Five others remain missing after a fishing trawler sank in squally weather near Bangladesh's southern island of Bhola, district administrator Masud Alam Siddiqui told Agence France-Presse.

About 6,000 homes were partially or fully damaged. No major damage was reported in camps in south-eastern Bangladesh, home to hundreds of thousands of refugees from neighbouring Myanmar.

A ship was to sail to St Martin's Island yesterday to rescue 1,200 mostly local tourists who have been stranded there for days, said Mr Saiful Islam, the chief executive of Teknaf sub-district.

Bangladesh's junior minister for disaster management Enamur Rahman said Bulbul left a trail of destruction, damaging some 10,000 mud, tin and bamboo homes and 200,000 ha of crops.

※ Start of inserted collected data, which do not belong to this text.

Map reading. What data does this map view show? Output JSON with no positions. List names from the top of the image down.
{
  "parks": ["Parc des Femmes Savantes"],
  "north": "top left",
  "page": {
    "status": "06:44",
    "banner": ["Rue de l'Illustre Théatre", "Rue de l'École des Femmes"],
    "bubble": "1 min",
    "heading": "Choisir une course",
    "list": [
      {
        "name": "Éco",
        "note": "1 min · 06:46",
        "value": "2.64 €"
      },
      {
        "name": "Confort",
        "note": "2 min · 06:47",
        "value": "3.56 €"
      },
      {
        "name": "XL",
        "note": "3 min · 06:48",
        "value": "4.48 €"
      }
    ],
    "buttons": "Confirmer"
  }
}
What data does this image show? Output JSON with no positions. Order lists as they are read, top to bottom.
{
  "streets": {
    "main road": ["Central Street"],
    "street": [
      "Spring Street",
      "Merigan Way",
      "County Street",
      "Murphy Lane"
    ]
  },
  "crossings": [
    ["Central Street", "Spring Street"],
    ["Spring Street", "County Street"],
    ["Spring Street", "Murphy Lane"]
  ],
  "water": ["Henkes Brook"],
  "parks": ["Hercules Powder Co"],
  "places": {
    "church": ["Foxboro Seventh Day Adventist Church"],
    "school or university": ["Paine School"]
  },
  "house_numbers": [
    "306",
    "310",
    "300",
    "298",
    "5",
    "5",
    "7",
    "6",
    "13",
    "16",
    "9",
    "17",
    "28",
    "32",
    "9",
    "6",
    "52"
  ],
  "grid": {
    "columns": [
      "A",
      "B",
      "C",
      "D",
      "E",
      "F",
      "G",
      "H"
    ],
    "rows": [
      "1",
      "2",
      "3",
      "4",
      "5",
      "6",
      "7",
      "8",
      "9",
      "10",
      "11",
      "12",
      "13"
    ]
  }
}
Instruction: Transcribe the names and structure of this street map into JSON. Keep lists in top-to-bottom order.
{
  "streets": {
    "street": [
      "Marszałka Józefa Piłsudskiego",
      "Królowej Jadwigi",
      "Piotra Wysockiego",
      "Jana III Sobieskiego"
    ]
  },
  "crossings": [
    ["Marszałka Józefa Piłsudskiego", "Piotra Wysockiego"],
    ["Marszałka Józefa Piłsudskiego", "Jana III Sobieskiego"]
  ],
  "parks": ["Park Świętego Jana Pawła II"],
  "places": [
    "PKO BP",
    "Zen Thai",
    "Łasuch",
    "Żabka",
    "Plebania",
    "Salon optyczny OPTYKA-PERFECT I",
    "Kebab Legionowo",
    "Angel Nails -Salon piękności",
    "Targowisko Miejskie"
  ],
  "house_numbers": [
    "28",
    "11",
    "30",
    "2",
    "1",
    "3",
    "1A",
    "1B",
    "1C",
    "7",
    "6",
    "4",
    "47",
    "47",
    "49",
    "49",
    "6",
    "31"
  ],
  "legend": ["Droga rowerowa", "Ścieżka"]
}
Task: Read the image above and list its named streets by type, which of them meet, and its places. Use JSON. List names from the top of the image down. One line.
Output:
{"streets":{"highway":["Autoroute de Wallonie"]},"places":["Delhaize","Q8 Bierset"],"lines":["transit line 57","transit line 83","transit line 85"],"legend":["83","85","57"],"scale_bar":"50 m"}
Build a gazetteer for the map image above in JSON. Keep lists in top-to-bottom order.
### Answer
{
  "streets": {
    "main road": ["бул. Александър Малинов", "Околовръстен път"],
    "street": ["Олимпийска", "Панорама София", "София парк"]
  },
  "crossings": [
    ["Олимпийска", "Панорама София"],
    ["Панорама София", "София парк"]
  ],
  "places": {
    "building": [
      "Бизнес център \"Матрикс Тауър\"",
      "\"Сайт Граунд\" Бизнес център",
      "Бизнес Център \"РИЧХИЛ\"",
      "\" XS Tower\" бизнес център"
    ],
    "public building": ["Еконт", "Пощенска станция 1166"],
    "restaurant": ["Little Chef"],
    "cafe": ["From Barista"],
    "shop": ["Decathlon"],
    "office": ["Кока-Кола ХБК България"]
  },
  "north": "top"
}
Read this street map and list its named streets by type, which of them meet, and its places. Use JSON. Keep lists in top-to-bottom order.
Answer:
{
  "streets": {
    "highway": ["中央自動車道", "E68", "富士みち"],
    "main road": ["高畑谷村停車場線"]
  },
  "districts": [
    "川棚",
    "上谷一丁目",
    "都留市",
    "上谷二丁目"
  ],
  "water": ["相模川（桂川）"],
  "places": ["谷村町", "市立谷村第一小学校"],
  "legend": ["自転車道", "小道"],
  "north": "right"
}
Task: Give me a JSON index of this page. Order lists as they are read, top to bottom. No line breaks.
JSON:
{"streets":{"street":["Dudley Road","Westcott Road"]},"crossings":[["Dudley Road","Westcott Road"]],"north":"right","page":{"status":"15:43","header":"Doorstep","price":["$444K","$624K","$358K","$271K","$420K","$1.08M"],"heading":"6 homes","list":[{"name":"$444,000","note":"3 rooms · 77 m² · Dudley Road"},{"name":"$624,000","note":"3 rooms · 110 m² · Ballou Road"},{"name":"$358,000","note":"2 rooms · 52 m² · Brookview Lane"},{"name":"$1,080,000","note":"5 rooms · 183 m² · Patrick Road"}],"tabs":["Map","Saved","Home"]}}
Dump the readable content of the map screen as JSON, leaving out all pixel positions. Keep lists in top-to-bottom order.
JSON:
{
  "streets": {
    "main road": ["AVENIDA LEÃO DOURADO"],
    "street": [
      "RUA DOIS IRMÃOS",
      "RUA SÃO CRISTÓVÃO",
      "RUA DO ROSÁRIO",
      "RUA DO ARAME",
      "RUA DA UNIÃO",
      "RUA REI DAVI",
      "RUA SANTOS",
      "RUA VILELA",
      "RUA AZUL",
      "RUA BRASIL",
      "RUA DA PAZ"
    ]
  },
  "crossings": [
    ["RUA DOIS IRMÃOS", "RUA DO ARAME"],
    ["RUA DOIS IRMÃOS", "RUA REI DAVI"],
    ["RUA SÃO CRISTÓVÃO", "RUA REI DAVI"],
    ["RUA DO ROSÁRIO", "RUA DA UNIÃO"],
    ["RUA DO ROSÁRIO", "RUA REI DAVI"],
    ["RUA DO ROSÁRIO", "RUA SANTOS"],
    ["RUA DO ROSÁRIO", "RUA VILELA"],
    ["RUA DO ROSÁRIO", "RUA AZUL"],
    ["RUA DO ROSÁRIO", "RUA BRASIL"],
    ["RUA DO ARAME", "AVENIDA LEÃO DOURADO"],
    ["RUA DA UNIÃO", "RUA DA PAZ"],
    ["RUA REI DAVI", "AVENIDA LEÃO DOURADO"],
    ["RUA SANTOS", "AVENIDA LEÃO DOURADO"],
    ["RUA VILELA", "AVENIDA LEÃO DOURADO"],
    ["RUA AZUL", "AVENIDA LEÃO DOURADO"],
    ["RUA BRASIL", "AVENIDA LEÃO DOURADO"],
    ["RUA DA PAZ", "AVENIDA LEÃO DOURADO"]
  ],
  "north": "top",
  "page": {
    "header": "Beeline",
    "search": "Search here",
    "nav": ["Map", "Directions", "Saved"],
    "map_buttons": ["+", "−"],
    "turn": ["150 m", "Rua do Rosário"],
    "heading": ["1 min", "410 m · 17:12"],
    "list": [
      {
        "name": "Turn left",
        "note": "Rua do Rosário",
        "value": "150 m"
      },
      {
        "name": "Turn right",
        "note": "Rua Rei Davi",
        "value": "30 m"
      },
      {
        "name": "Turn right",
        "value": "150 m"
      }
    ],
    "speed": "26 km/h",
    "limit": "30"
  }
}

The cyclone weakened as it tracked inland.

The Sundarbans - the world's largest mangrove forest which straddles the two nations and is home to several endangered species - shielded the coast from the storm's full impact, officials added.

In India, nearly 120,000 evacuated people were returning home as the cyclone weakened, the authorities said. Coastal crops in India's Odisha state had been extensively damaged, officials told the Press Trust of India.

Bangladesh's low-lying coast, home to 30 million people, and India's eastern region are regularly hit by cyclones that have claimed the lives of hundreds of thousands of people in recent decades.

The cyclone season in the Bay of Bengal can last from April to December. In 1999, a super-cyclone battered the coast of Odisha state for 30 hours, killing 10,000 people.

While the storms' frequency and intensity have increased - partly due to climate change - the death tolls have come down because of faster evacuations and the building of thousands of coastal shelters.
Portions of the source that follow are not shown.